EXERCISE DETAILS —
Repeat the listing that follows without a single change.

Content starts

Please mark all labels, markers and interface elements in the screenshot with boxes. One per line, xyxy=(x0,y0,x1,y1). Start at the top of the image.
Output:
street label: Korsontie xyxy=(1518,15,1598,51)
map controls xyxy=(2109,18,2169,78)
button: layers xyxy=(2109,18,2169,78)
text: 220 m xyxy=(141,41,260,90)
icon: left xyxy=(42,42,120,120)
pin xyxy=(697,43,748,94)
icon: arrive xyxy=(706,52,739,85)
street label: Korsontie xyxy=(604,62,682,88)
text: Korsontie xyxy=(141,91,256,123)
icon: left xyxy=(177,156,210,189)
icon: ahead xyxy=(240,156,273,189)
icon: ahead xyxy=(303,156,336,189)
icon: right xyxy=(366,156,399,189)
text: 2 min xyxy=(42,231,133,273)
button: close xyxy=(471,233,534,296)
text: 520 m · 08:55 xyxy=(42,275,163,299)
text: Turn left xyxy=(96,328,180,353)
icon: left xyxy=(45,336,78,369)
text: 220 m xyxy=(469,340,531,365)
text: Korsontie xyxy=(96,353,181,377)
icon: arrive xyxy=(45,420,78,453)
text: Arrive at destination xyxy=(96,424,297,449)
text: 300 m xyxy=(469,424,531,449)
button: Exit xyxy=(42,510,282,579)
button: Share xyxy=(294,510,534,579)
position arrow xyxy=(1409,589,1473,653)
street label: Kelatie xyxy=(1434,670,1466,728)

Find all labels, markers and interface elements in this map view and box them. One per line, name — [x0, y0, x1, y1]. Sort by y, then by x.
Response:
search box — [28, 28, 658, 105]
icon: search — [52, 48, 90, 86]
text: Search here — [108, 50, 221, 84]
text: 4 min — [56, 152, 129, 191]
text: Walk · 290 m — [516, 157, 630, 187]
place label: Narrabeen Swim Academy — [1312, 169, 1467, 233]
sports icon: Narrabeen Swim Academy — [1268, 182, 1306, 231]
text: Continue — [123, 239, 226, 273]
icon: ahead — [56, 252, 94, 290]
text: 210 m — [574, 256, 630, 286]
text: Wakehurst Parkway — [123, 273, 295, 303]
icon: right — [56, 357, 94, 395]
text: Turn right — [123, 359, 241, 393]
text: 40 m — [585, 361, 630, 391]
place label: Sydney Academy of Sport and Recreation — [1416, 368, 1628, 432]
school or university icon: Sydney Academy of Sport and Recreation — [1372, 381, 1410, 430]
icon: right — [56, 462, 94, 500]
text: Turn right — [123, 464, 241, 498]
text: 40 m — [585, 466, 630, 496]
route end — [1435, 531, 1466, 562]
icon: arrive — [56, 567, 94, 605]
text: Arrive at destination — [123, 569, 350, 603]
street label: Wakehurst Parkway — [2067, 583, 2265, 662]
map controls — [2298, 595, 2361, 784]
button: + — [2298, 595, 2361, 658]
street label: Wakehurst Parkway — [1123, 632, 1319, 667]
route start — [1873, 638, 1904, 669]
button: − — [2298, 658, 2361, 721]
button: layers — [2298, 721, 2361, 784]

Content ends

SOLVED PROBLEM —
Please mark all labels, markers and interface elements in the screenshot with boxes. One per line, xyxy=(x0,y0,x1,y1). Start at the top of the image.
Output:
street label: Korsontie xyxy=(1518,15,1598,51)
map controls xyxy=(2109,18,2169,78)
button: layers xyxy=(2109,18,2169,78)
text: 220 m xyxy=(141,41,260,90)
icon: left xyxy=(42,42,120,120)
pin xyxy=(697,43,748,94)
icon: arrive xyxy=(706,52,739,85)
street label: Korsontie xyxy=(604,62,682,88)
text: Korsontie xyxy=(141,91,256,123)
icon: left xyxy=(177,156,210,189)
icon: ahead xyxy=(240,156,273,189)
icon: ahead xyxy=(303,156,336,189)
icon: right xyxy=(366,156,399,189)
text: 2 min xyxy=(42,231,133,273)
button: close xyxy=(471,233,534,296)
text: 520 m · 08:55 xyxy=(42,275,163,299)
text: Turn left xyxy=(96,328,180,353)
icon: left xyxy=(45,336,78,369)
text: 220 m xyxy=(469,340,531,365)
text: Korsontie xyxy=(96,353,181,377)
icon: arrive xyxy=(45,420,78,453)
text: Arrive at destination xyxy=(96,424,297,449)
text: 300 m xyxy=(469,424,531,449)
button: Exit xyxy=(42,510,282,579)
button: Share xyxy=(294,510,534,579)
position arrow xyxy=(1409,589,1473,653)
street label: Kelatie xyxy=(1434,670,1466,728)

Find all labels, markers and interface elements in this map view and box them. One per line, name — [x0, y0, x1, y1]. Sort by y, then by x.
Response:
search box — [28, 28, 658, 105]
icon: search — [52, 48, 90, 86]
text: Search here — [108, 50, 221, 84]
text: 4 min — [56, 152, 129, 191]
text: Walk · 290 m — [516, 157, 630, 187]
place label: Narrabeen Swim Academy — [1312, 169, 1467, 233]
sports icon: Narrabeen Swim Academy — [1268, 182, 1306, 231]
text: Continue — [123, 239, 226, 273]
icon: ahead — [56, 252, 94, 290]
text: 210 m — [574, 256, 630, 286]
text: Wakehurst Parkway — [123, 273, 295, 303]
icon: right — [56, 357, 94, 395]
text: Turn right — [123, 359, 241, 393]
text: 40 m — [585, 361, 630, 391]
place label: Sydney Academy of Sport and Recreation — [1416, 368, 1628, 432]
school or university icon: Sydney Academy of Sport and Recreation — [1372, 381, 1410, 430]
icon: right — [56, 462, 94, 500]
text: Turn right — [123, 464, 241, 498]
text: 40 m — [585, 466, 630, 496]
route end — [1435, 531, 1466, 562]
icon: arrive — [56, 567, 94, 605]
text: Arrive at destination — [123, 569, 350, 603]
street label: Wakehurst Parkway — [2067, 583, 2265, 662]
map controls — [2298, 595, 2361, 784]
button: + — [2298, 595, 2361, 658]
street label: Wakehurst Parkway — [1123, 632, 1319, 667]
route start — [1873, 638, 1904, 669]
button: − — [2298, 658, 2361, 721]
button: layers — [2298, 721, 2361, 784]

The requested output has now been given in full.